(Work instructions)
Which lines below include the string "display"? Please show each one.

START Material provided

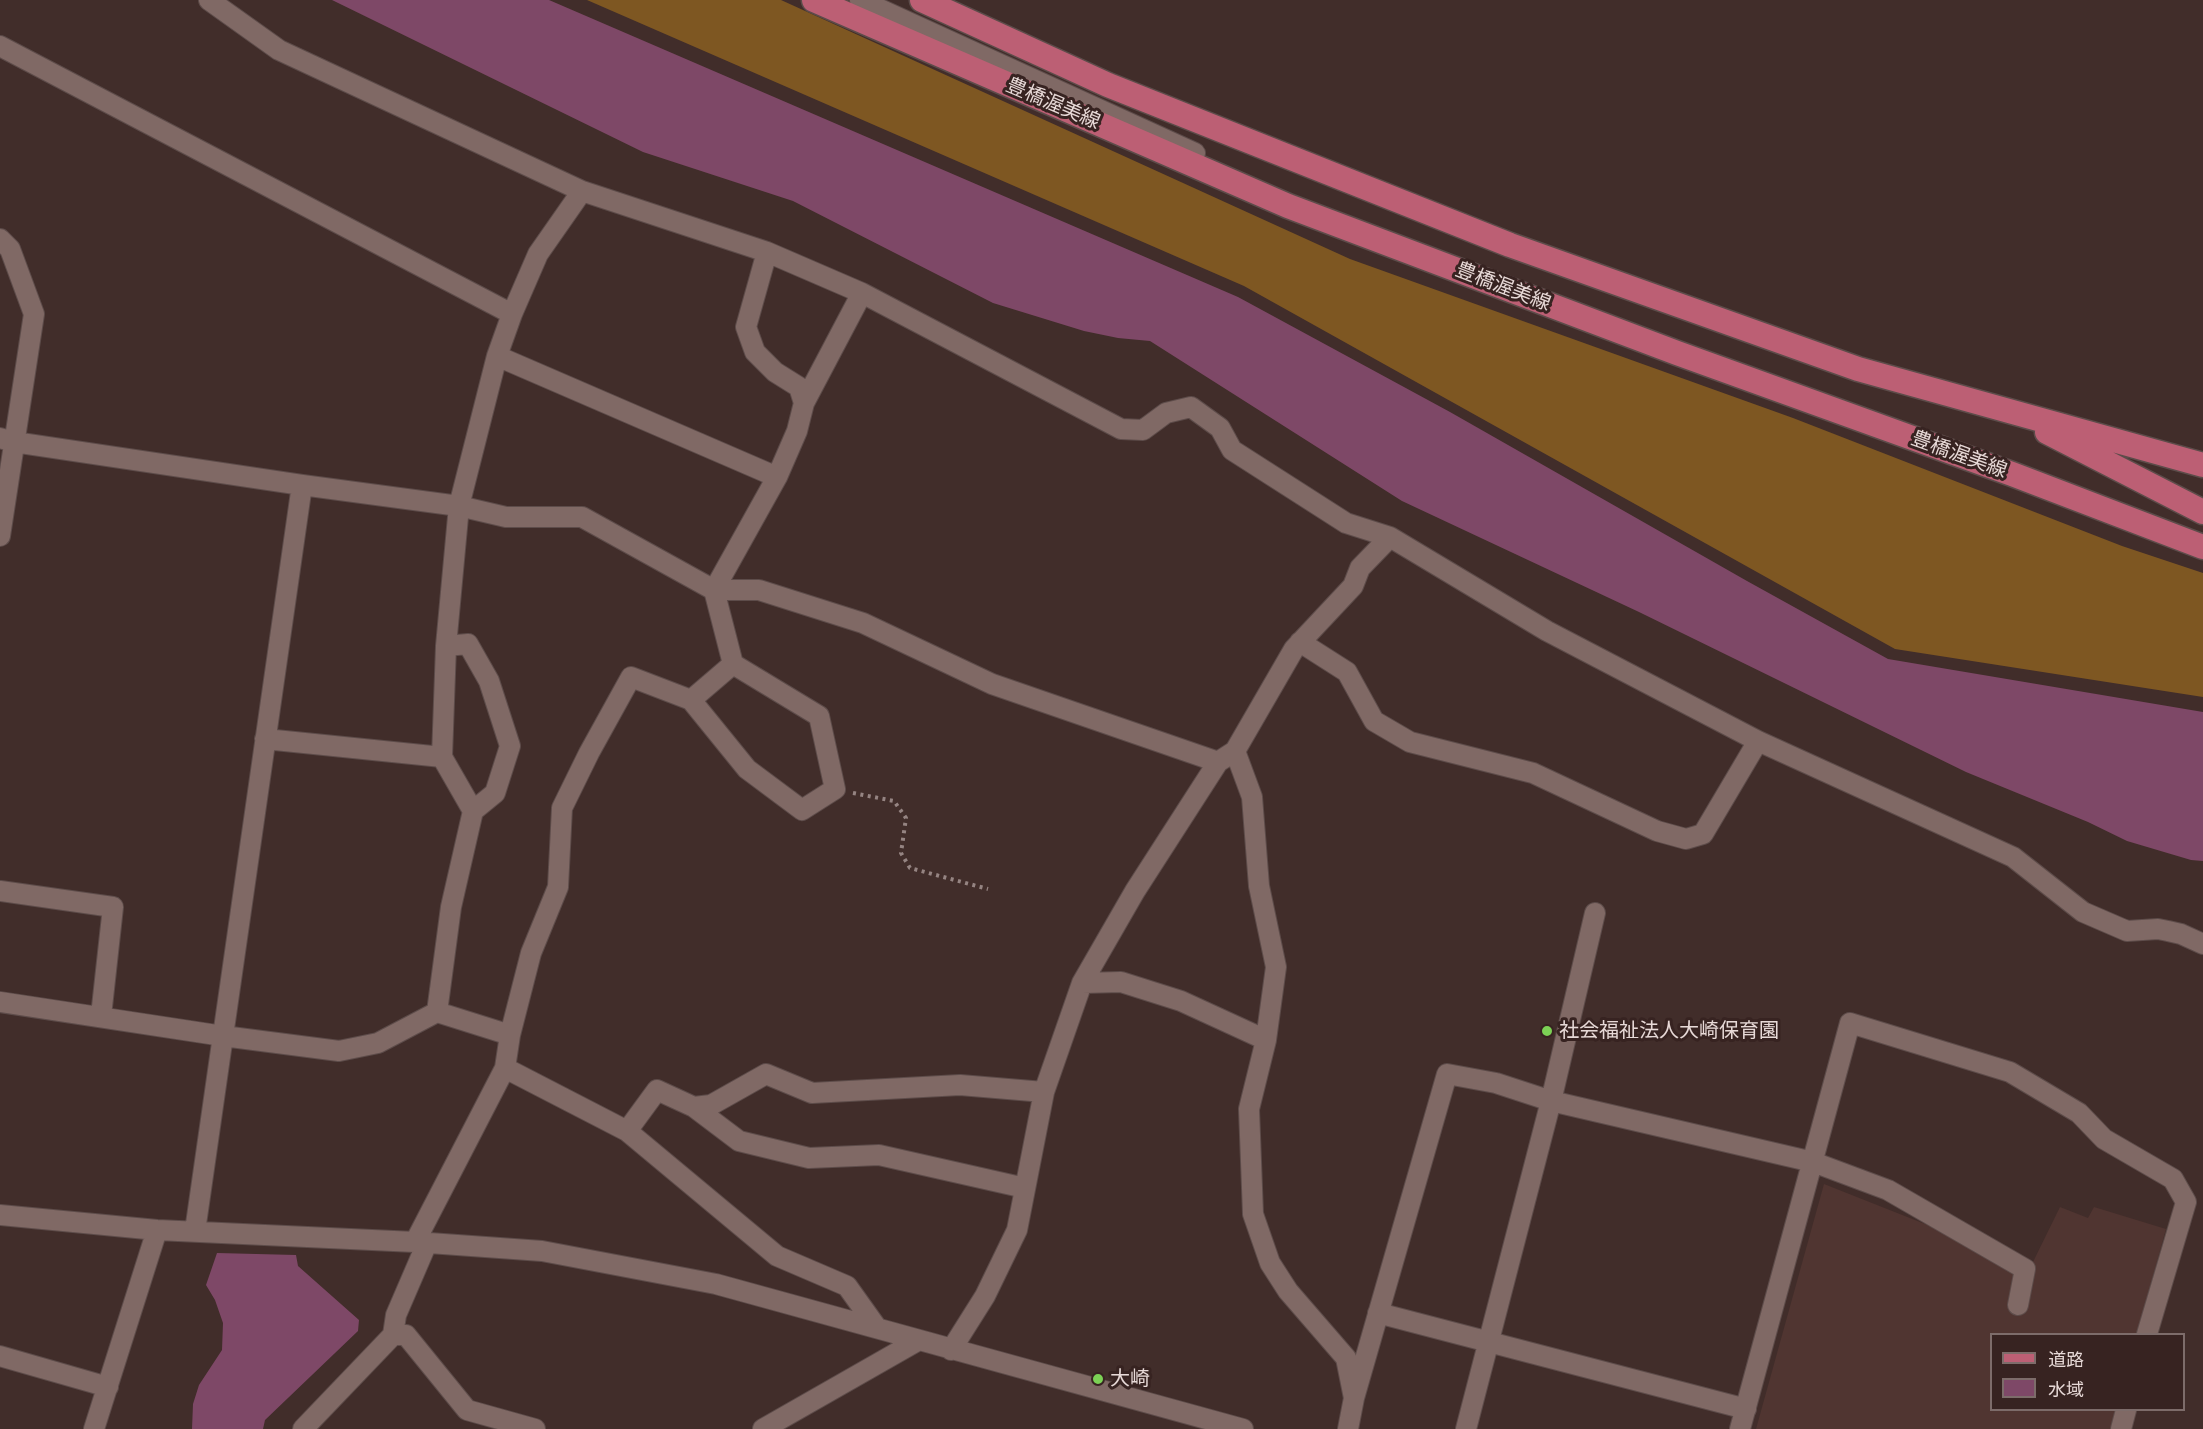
<!DOCTYPE html>
<html>
<head>
<meta charset="utf-8">
<style>
	body { margin:0 }
	#map { position:relative; width:2203px; height:1429px; overflow:hidden; background:#412d2a; font-family:"IBM Plex Serif","Noto Sans JP",serif }
	canvas { display:block }
	.legend { position:absolute; left:1990px; top:1333px; width:195px; height:78px; box-sizing:border-box; background:#372321; border:2px solid #7d6c6a; margin:0; padding:8px 10px; list-style:none; font-size:18px; color:#e7d9d7 }
	.legend li { display:flex; align-items:center; gap:12px; height:30px }
	.legend b { width:30px; border:2px solid #7d6c6a }
</style>
</head>
<body>
<div id="map">
<canvas width="2203" height="1429"></canvas>
<ul class="legend">
<li><b style="height:8px;background:#bc5f74"></b>道路</li>
<li><b style="height:16px;background:#7e4867"></b>水域</li>
</ul>
</div>
<script>
const ctx = document.querySelector('canvas').getContext('2d');
ctx.lineJoin = 'round';
function fillPath(path, color) { ctx.fillStyle = color; ctx.fill(path, 'evenodd'); }
const toPath = rows => new Path2D(rows.map(r => 'M' + r).join(''));
function strokePath(path, color, width, dash) { ctx.strokeStyle = color; ctx.lineWidth = width; ctx.lineCap = dash ? 'butt' : 'round'; ctx.setLineDash(dash || []); ctx.stroke(path); }
function write(font, color, halo, rows, align = 'center') {
  ctx.font = font + ' "IBM Plex Serif","Noto Sans JP",serif'; ctx.lineWidth = 6; ctx.setLineDash([]); ctx.textBaseline = 'middle'; ctx.strokeStyle = halo; ctx.fillStyle = color; for (const [text, x, y, turn = 0] of rows) {
    ctx.save(); ctx.translate(x, y); ctx.rotate((+turn || 0) * Math.PI / 180); ctx.textAlign = isNaN(turn) ? turn : align; if (halo) ctx.strokeText(text, 0, 0); ctx.fillText(text, 0, 0); ctx.restore();
  }
}
fillPath(toPath([
	[1824,1184,2031,1266,2060,1207,2088,1218,2094,1207,2166,1229,2137,1334,1992,1334,1992,1410,2116,1410,2110,1429,1756,1429]
]), '#503531');
fillPath(toPath([
	[587,0,781,0,1350,259,1793,418,2122,546,2203,573,2203,697,1895,649,1244,286]
]), '#7e5722');
fillPath(toPath([
	[332,0,549,0,1238,297,1450,412,1747,581,1888,659,2203,712,2203,861,2191,860,2127,841,2088,822,1966,772,1639,612,1402,501,1150,341,1118,338,1084,331,993,303,793,201,643,152],
	[217,1253,296,1255,298,1266,359,1320,358,1331,265,1420,263,1429,192,1429,193,1404,199,1385,222,1350,223,1323,215,1300,206,1285]
]), '#7e4867');
const minor = toPath([
	[209,0,279,50,582,191,767,252,862,293,1121,429,1143,430,1166,413,1191,407,1220,428,1232,450,1346,523,1390,537,1547,631,1758,741,2013,857,2083,912,2127,931,2158,929,2168,931,2181,934,2203,944],
	[860,0,1195,153],
	[0,46,512,314],
	[0,239,10,249,34,314,0,536],
	[497,356,777,477],
	[804,403,862,293],
	[0,438,14,442,302,485,459,506,506,517,582,517,714,590,759,590,863,623,992,684,1218,762],
	[1300,642,1347,672,1374,721,1410,742,1533,773,1657,831,1686,839,1703,834,1758,741],
	[446,646,468,644,489,681,510,746,495,793,473,811],
	[691,700,733,664],
	[265,739,442,757],
	[1235,751,1252,797,1259,886,1276,967,1266,1040,1249,1109,1253,1214,1270,1263,1288,1291,1346,1358,1354,1398,1348,1429],
	[0,891,113,907,101,1016],
	[1082,983,1121,982,1181,1001,1266,1040],
	[0,1002,223,1036,339,1051,378,1043,437,1012,510,1035,505,1068,415,1242],
	[437,1012,451,907,473,811,442,757,446,646,459,506,497,356,512,314,538,254,582,191],
	[510,1035,531,953,558,887,562,808,589,753,631,677,691,700,747,769,802,810,835,789,819,716,733,664,714,590,777,477,797,431,804,403,799,387,775,372,755,352,746,327,767,252],
	[505,1068,627,1131,777,1256,847,1286,877,1328],
	[694,1107,739,1141,809,1158,879,1155,1025,1188],
	[627,1131,657,1090,694,1107,711,1105,766,1074,812,1093,960,1085,1044,1092],
	[0,1215,157,1230,415,1242,542,1251,716,1284,1243,1429],
	[195,1231,302,485],
	[1378,1313,1746,1409],
	[393,1335,406,1335,467,1410,535,1429],
	[951,1350,985,1296,1017,1230,1044,1092,1082,983,1135,891,1218,762,1235,751,1294,649,1353,586,1360,568,1390,537],
	[0,1356,108,1387],
	[1354,1398,1447,1074,1496,1083,1551,1101,1813,1162,1888,1190,2025,1269,2018,1305],
	[94,1429,157,1230],
	[303,1429,393,1335,396,1315,427,1243],
	[763,1429,919,1340],
	[1466,1429,1551,1101,1595,913],
	[1740,1429,1850,1023,2010,1072,2079,1113,2104,1139,2173,1179,2186,1202,2147,1334],
	[2121,1429,2126,1410]
]);
const major = toPath([
	[814,0,1288,206,1677,353,2012,474,2203,547],
	[922,0,1108,85,1510,245,1858,369,2203,465],
	[2047,432,2203,512]
]);
strokePath(minor, '#5d4c4a', 22);
strokePath(major, '#5d4c4a', 27);
strokePath(toPath([
	[853,793,894,801,906,818,901,853,910,868,988,889]
]), '#958482', 4, [3, 4.5]);
strokePath(minor, '#806965', 20);
strokePath(major, '#bc5f74', 24);
for (const [x, y, r, color] of [
	[1547,1031,6,"#7cd155"],
	[1098,1379,6,"#7cd155"]
]) { const dot = new Path2D(); dot.arc(x, y, r, 0, 2 * Math.PI); ctx.fillStyle = color; ctx.fill(dot); strokePath(dot, '#372321', 2); }
write('20px', '#e7d9d7', '#372321', [
	["豊橋渥美線",1053,104,23],
	["豊橋渥美線",1503,287,21],
	["豊橋渥美線",1959,455,20]
]);
write('20px', '#e7d9d7', '#372321', [
	["社会福祉法人大崎保育園",1559,1031],
	["大崎",1110,1379]
], 'left');
</script>
</body>
</html>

END Material provided

(Answer space)
	canvas { display:block }
	.legend li { display:flex; align-items:center; gap:12px; height:30px }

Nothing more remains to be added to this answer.